George Gard (“Buddy”) DeSylva was an American songwriter, record executive, and film producer. Born in New York City, he grew up in California and graduated from the University of Southern California. His father was Hal de Forrest (Aloysius J. De Sylva), a Portugese-born actor stage and silent film actor. After graduating from college, DeSylva was introduced to Al Jolson and he wrote songs for Jolson’s hit show Sinbad. DeSylva then traveled to New York and began working as a songwriter in Tin Pan Alley.
In 1925, he joined forces with lyricist Lew Brown and composer Ray Henderson, and one of the most influential and successful musical trios of the era was born. They collaborated until 1930, when DeSylva moved to Hollywood under a contract with Fox Studios. From 1941 to 1944, DeSylva was the Executive Producer at Paramount, and produced films such as Captain January, The Little Colonel, The Littlest Rebel, and Poor Little Rich Girl. In 1942, he co-founded Capitol Records, along with Johnny Mercer and Glenn Wallichs.

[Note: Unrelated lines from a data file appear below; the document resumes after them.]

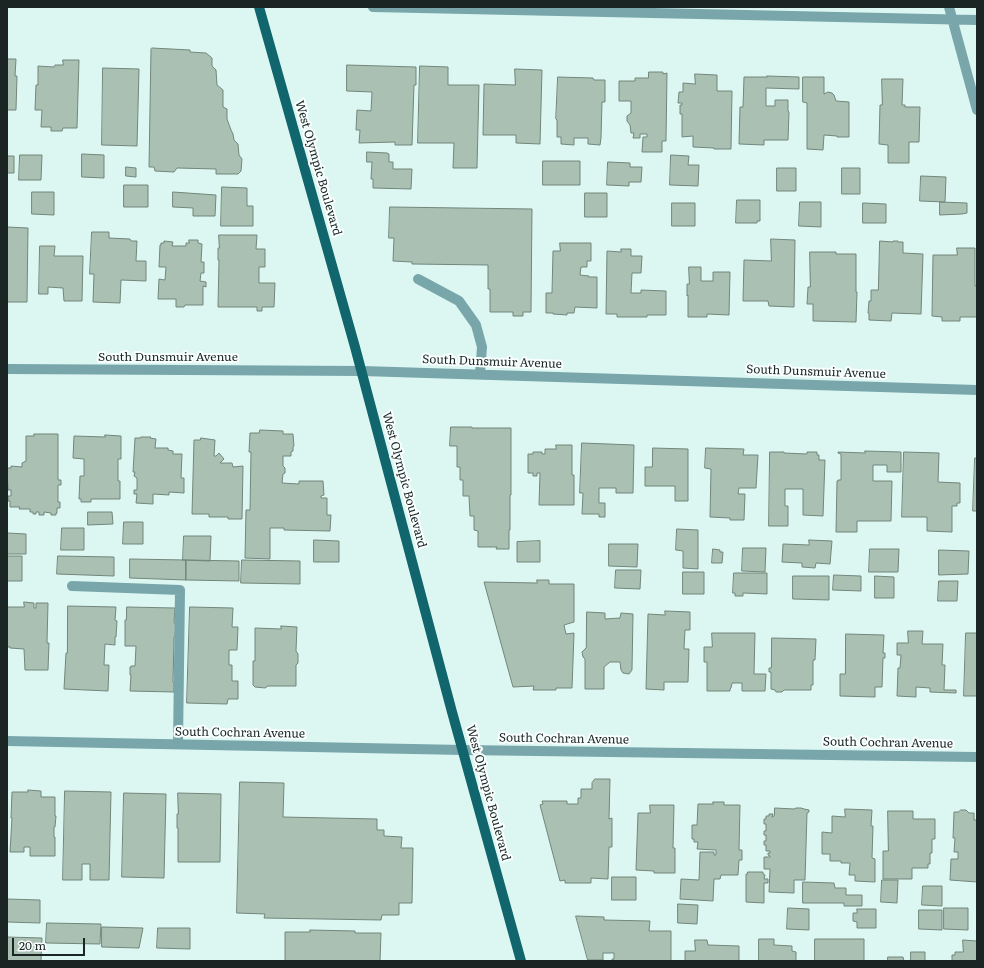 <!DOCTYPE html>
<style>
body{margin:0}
#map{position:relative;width:984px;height:968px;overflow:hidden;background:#dcf7f2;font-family:Literata,serif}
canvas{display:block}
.frame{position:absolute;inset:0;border:8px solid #1b2523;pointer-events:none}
.scale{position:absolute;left:12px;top:938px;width:73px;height:18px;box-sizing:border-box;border:2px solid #1b2523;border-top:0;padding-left:5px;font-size:12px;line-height:14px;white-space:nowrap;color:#1b2523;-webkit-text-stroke:3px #f9fffe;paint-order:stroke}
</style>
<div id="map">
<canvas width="984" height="968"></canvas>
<div class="frame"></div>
<div class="scale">20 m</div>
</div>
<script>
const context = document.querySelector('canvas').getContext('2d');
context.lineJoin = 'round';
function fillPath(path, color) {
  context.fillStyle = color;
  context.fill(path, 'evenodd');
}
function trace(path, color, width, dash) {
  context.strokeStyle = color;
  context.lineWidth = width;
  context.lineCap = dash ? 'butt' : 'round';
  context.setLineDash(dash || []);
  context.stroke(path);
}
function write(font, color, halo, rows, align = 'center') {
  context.font = font + ' Literata,serif';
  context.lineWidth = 4;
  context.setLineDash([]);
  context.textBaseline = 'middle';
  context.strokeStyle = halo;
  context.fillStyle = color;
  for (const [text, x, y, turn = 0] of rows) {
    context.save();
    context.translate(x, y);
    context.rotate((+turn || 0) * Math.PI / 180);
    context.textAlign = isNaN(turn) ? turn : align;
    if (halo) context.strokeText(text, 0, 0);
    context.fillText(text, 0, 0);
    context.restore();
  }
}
const building = new Path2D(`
 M152,48L190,50V52L206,53L212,58V66L216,70L217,85L223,90V107L227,109V119L231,130L233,134L234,140L238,144L239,155L242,159L241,171L238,174H216V169L177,168L174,172L155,171L154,167H149L151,49Z
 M7,59H16L15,76H17L16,110H7Z
 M63,60H79L77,128H63L62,131H51V127H41L42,110H35L36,85H38V66L54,67L55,65H63Z
 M347,65L416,67V85H414L412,145H395V142L359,143L360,130H356L357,110L371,111L372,92L347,91Z
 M420,66L448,67V85H479L477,168H453L454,143H418Z
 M103,68L139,69L137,146L102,145Z
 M515,69L542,70L540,144L516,143V135H483L484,84L515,85Z
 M649,72H663V74L667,73L666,141H662V152H642L643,137H647V134H640V138H633L634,133H631L630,125L627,121V116L631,113V101H619V81H635V78H648Z
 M695,74L717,75V91H732L731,149H714V148L693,147V136L682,137V114H680V105H682V103H678L679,92H683V83L695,84Z
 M767,76L799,77V89L766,88V106H775V100H788V111L789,112L788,140H764V145L739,144L740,107H743L744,77H767Z
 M558,77L593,78L594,80H605V102H602L601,138L600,145L588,144V138H574V145L561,144V137H557V120L556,119Z
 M803,77H824V94L828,92L832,93L834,95L836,101L849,102V137H837V136L824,135L823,150L807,149V103L803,102Z
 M882,79H903L902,105H905V107H920L919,142H909V163H888V145L879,144L880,105H882Z
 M367,152L387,153L389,154V162H393V169H412L411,189L373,188V179H371L372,162H367Z
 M82,154L104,155V178L82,177Z
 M20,155H42L41,180H19Z
 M671,155L689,156L688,165H699L698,186L670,185Z
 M7,156H14V173H7Z
 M543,161H580V185H543Z
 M608,162L630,163V167H642L641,182H629V186L607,185Z
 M126,167L136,168V177L126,176Z
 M777,168H796V191H777Z
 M842,168H860V194H842Z
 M921,176L946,177L945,202L920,201Z
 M124,185H148V207H124Z
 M222,187L247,188V206H253V226H221Z
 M32,192H54V215L32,214Z
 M173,192L216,195L215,216H193V208L173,207Z
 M585,193H607V217H585Z
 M737,200H760V221H757V223H736Z
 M800,202H821V227L799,226Z
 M940,202L967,203V213L962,214L940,215Z
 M672,203H695V226H672Z
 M863,203L886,204V223H863Z
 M390,207L532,209L531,312H523V316H513V312H490V289H488V265L412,264V262L393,261L394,238H389Z
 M7,227L28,228L27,302H7Z
 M92,232H109V238L130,239L131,241H137L136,261H146V281L121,280L120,303L93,302L94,274H90Z
 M219,235H257L256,249H265V267H259V283H275L274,307H262V311H257V307H218L219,260H218V248H219Z
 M771,239L795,240L794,307L769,306L768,301H743L744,260L771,261Z
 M189,240H198V243L202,244L201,262H204V273H201L200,281L206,282V287L203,286V305H185L184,307H176V299H158L159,279L165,280L166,267H159L160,245H161V243H164V241L173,242L172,246H186V243H189Z
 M880,241L893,242V241H898V242H903V253L923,254L921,314L892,313L891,321L869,320V313H868L869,301H871V290H878Z
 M560,243H591V261H587V267H581L580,275L589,276V277H597V308L575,307L574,313H567V315L553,314V313H546V293H552L553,251H560Z
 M40,246H55L54,256H83L82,301H64L63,288L48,287V294H39Z
 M957,248H975V286H977V317H960V321H942V317L932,316L933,255H957Z
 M621,249H631V256H642L641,273H632L631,293H641V290L666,291V315H647V317H617V314H606L607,251L621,252Z
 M810,252H836V254H856V292H857L856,322L813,321V304H807L808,287H810Z
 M689,267H701V281H713V272H730L729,315L707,314V317H688V295L687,296V284H689Z
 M451,427H472V428H511V495H510V530H509V549H496L497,547H478V531L474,530V516H470L469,496H463V480H460V467H457V446H450Z
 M260,430L283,431V434H293L294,446L293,447V451L291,452V456H283V466L285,468V473L283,474L282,483L299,484V481H323L324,495L321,496V498H327V515H331L330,531L284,530V528H270V559L245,558L246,510H250L251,452H249L250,433H259Z
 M34,434H58V480H61V485H58V502H60V508H57V513H56V515H51V513L44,512V515H39V512H36V514H33V512H30V509H19L20,507H10V501H8V496H11V490H8L7,468H11V466L22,467V463L26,461V436H34Z
 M105,435L121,436V459H118V481H120V499H91V502H81V499H79L80,476H84V459L73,458L74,436L105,437Z
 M141,437H151L150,438L156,439L155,448H168V450L173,451V454H182L181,478H184V493L169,492V495L153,494V504L136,503L137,494H134V490H137V478L134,476L135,472H133L135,438H140Z
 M201,438L215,440L214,456H216L219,453L224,459L220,463H232L233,467L243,466L242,519H228V517H209V514H192L194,440H200Z
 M582,443L634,445L633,493H616V488H599V503H605V517H599V514H582L583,493H580Z
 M556,445H572V475H574V505H539L540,473H537V476H533V473H528V454H533V452H542V454H545V449H556Z
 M653,448L688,449V501H675V486H645V467H652Z
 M706,448L744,449L743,455H758L756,488H739L738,494H745L744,520H730V518L710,517L711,469L705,468Z
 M865,451L901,452V472H887V465H873V481H892L891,521H857V532H836L837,481H838V480H841V454L838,453V452L865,453Z
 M770,452H784V453L807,454V452H817V455H819V460H825L823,516L803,515V489H785V506H788V526H769Z
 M904,452L939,453L938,482L960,483V503H957V506H952V532L927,531V517H902Z
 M975,458H977V511H973Z
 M88,512H112L113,524L88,525Z
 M124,522H143V544H123Z
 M62,528H84V550H61Z
 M677,529L698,530V569L683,568V551L676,550Z
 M7,533L26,534V554H7Z
 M184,536H211L210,561L183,560Z
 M314,540L339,541V562H314Z
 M809,540L832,541L830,564L816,563L815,568L802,567V563L782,562L783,544L809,545Z
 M540,541V562H517V542Z
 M609,544H638L637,567L609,566Z
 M743,548H766L765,572L742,571Z
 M713,549L720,550V552H723L722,563H712Z
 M870,549H899L898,572H869Z
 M939,550L969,551L968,574L939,575Z
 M7,556H22V581H7Z
 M58,556L114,557V576L57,574Z
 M130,559L186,560V580L130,578Z
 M186,560L239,561V581L186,580Z
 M242,560L300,561V584L241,583Z
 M616,570H641L640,589L615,588Z
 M683,572H704V594H683Z
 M734,573H767V594L743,593V596H735V593H733Z
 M834,575L861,576V591L833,590Z
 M793,576H829V600L793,599Z
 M875,576L894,577V598H875Z
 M537,580H549V584H574V622L564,625L566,634L574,633L572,688H556V690H533L534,686L513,687L484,582L537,583Z
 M939,581H958L957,601H938Z
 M24,602L34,603V608H36V603H48L47,643H49L48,670H25L24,649L10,648V647H7V607H24Z
 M68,606L116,607L115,620L117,621L116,637H115V645L105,644L104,665H109L108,691L64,689L66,653H67Z
 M127,607L175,608L174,623H176L175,637H174L173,682H174V692L130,691L131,675H130V667H131V666H135L136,646H125V620H126Z
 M190,607L233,608L232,627H238L237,650H229V665H232V681H238V699H228L227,704L187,703Z
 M665,611L690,612V630H685L684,649H689L688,682H664V690L646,689L648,614L665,615Z
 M587,612L605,613V619L620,618L621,613L633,614L632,670L629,674L623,673L621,670L620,662H610L604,667V689H585V659L583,657L582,652L586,648Z
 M281,626L297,627L296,651L298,654V663L296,665V686H268L265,688L255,687L253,685V661H255V628L281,629Z
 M908,631H923L922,644H943L942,665H945L944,690H956V693L930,692V688L916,687V697L897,696L898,668H900L901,655H897V643H908Z
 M712,633H755L754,674H766L765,691H742V683H732L731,688L730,689V691H707V662H704V647H712Z
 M966,633H977V696H964Z
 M846,634L884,635L883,653H885V658H883L882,687H875V697L840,696V674H845Z
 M772,638L816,639L815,660H813V685H811V690H784L782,692H776L775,690L771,689V672H769V668H771Z
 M595,779H610L609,819L612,818V847H609L608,879L591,878V883H565V880L560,881L540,805L543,804L542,801H567V804H578V798H581V789H592V783Z
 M240,782L284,783L283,817L377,819V830H384V836L402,837L401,848H413L412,903H399V915H382L381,920L264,918L265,914L237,913Z
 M28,790L41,791V797H55V816H56L55,827H54V837H55V856H30V847H24V852H10L12,818H11L12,792H28Z
 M65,791L111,792L109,880H90V864H82V880H63Z
 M124,793L166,794L164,878L122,877Z
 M178,793L221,794L220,862H178V828H177V814H178Z
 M713,802H724V805H740L739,850H742V860H739L738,875H721L720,879H714L713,901L680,899L681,879L699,880L700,852H714V855H716V850L697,849L698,842H694V839H692V825H697L698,804H713Z
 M650,805H674L673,848H675V873H654V871L636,870L638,813H650Z
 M775,808L794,809L796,808H801L804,809L809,810V812L807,813L805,880H794V893L769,892L770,869H764V857H770V856L768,855V853H770V851H766V845H764V841H766V835H764V831H766V824H764V819H766V816H769V814H773L772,817L774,816Z
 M845,809L872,810L871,826H873L872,858L875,859V882L855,881V875H849L850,863H841V861H830V854H822V832L832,833V816L845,817Z
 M961,810H966L969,813H974V820H977V882L950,880L951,859H958V852H954L955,838H953L954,812H958Z
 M888,811H913V819H935V839H932V853H930V864H928V868H912V879H883V851H888Z
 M748,872H763V874L765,875L764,879H768V883H764V903L746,902V874H747Z
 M612,877H636V900H612Z
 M882,880H898L897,903L881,902Z
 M803,882L834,883L835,888H846V895H862V906H844V903H803Z
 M923,886H942V906L922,905Z
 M7,899L40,900V923L7,922Z
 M678,904L698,905L697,924L678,923Z
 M788,908L809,909V930L787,929Z
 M944,908H968V930L944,929Z
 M857,909H876V928H857V922L853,921V913H857Z
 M919,910H942V930L919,929Z
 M576,916L604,917V920L650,921L649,931H671V961H612V959H614V953H603V960H588Z
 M47,923L101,924L100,944L46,943Z
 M102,927L143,928L139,948L102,947Z
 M158,928H190V949L157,948Z
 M310,930L355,931V933H381L380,961H285V932H310Z
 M7,937L42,938L41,961H7Z
 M759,939H774V945L792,946V951L796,952V961H759Z
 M815,939H864V961H815Z
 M695,940H707L708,945L739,946V961H685V951H695Z
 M963,940L977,941V961H952V955H955V952H963Z
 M911,952H925V961H911Z
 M888,957H903L904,961H888Z`);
const minor = new Path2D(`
 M373,7L977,20
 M949,7L977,110
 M418,279L459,301L476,325L482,347L480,374
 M7,369L362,371L977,390
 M72,586L180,590L178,744
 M7,741L463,750L977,757`);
const major = new Path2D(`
 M259,7L355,347L452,712L521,961`);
const streetNames = [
 ["West Olympic Boulevard",318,168,74],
 ["South Dunsmuir Avenue",168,357],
 ["South Dunsmuir Avenue",492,362,2],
 ["South Dunsmuir Avenue",816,372,2],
 ["West Olympic Boulevard",404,480,75],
 ["South Cochran Avenue",240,733,1],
 ["South Cochran Avenue",564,739,1],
 ["South Cochran Avenue",888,743,1],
 ["West Olympic Boulevard",488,793,75]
];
fillPath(building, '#aac0b3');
trace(building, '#72867b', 1);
trace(minor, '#79a6ab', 10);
trace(major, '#11656c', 10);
write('12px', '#1b2523', '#f9fffe', streetNames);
</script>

Throughout his career, DeSylva wrote for many early Broadway shows, including George White’s Scandals, Good News!, Manhattan Mary, Hold Everything, Follow Thru, La La Lucille, Tell Me More and Flying High. He also wrote the entire film scores for Sunny Side Up, The Singing Fool and Just Imagine. DeSylva died in Los Angeles, California on July 11th, 1950.